American Lynching - cite: http://users.bestweb.net/~rg/lynchings/Gode%20Davis%20Questions.htm
"Colonel Charles Lynch and his brother William Lynch were both renowned for vigilante “justice” against Tories and “malingerers” (and others apparently) in Virginia from about 1773 until at least 1800. The brothers’ stories are not identical, but both flogged, tarred and feathered, and occasionally hanged men that they’d convicted in their “frontier” courts. (Only coastal Virginia wasn’t considered the frontier in those days.) According to sources like Charles Cutler, both could have just as easily been tagged with the “lynching” term’s origin to describe their activities. Charles Lynch was actually exonerated for anything he might have done in the “name of American liberty” during our Revolutionary War by the Virginia Legislature. It isn’t true that they never killed anyone in their process – in fact, even acts like a relatively mild application of tar could lead to fatal blood poisoning in a few days or weeks – let alone some of the floggings that the brothers (separately) inflicted on supposed miscreants. That said, it is probably true that lynching was often just a non-lethal punishment, or intended as such, during their era. In fact, it wasn’t until the mid-1830s, when the so-called “penny presses” came into vogue (cheap, sensationalistic, tabloid-like newspapers), that lynching came to mean an extralegal mob-perpetrated event resulting in death. But by the 1830s, the term “lynching” began to be referred to commonly in the national, by which I mean, American, conversation. Charles Lynch was exonerated by the Virginia Legislature shortly after the Revolutionary War, in 1783, for “all crimes he might have committed in the pursuit of justice.”
I have nothing much to add to the answers that have been given, but i wanted to point people to an amazing source on the phenomenon of lynching.
It’s a book called Without Sanctuary: Lynching Photography in America, compiled and edited by James Allen.

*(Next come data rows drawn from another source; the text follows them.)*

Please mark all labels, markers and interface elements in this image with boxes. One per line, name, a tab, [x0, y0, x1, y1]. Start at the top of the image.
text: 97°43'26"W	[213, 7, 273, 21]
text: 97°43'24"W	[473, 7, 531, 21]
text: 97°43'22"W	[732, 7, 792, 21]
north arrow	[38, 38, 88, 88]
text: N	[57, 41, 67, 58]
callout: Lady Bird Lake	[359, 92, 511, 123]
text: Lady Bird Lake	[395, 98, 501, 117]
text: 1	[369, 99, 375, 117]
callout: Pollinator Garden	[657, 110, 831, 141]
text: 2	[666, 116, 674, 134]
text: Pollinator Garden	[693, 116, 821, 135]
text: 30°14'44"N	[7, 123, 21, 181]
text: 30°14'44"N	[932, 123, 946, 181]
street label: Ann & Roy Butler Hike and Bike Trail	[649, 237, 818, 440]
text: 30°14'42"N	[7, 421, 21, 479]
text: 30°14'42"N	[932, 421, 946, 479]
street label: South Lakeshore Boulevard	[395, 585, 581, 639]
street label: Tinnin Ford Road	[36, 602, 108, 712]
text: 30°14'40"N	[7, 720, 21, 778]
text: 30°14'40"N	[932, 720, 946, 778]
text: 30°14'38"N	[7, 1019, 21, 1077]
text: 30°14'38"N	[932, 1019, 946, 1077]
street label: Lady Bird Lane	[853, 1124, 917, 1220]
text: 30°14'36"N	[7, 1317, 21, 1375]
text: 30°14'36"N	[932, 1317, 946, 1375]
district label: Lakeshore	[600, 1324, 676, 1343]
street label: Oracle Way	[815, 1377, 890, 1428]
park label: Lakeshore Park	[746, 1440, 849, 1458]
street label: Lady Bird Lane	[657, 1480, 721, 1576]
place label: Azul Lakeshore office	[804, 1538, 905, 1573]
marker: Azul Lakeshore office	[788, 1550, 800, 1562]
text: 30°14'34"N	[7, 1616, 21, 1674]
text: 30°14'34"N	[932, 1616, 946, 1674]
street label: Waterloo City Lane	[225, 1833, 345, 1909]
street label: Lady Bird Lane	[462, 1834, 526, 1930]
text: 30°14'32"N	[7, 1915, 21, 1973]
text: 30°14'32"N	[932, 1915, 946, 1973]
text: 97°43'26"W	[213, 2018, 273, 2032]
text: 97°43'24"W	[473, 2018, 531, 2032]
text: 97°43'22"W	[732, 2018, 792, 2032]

It contains lynching photos and postcards (yes, they did exist) from the nineteenth and early twentieht centuries. Some of the pictures show the extent to which lynchings were large, public events, often with the explicit approval and participation of the police.
There is an amazing website associated with the book, where you can view the pictures, and even watch them as a flash movie with narration by James Allen.
I always have conflicting feelings about this project. As a historian, i feel that it’s a valuable contribution to our knowledge about the past, and a timely reminder of how ugly human history can be. At the same time, i always feel faintly voyeuristic when looking at these images; they bring out people’s morbid fascination, as well as their compassion.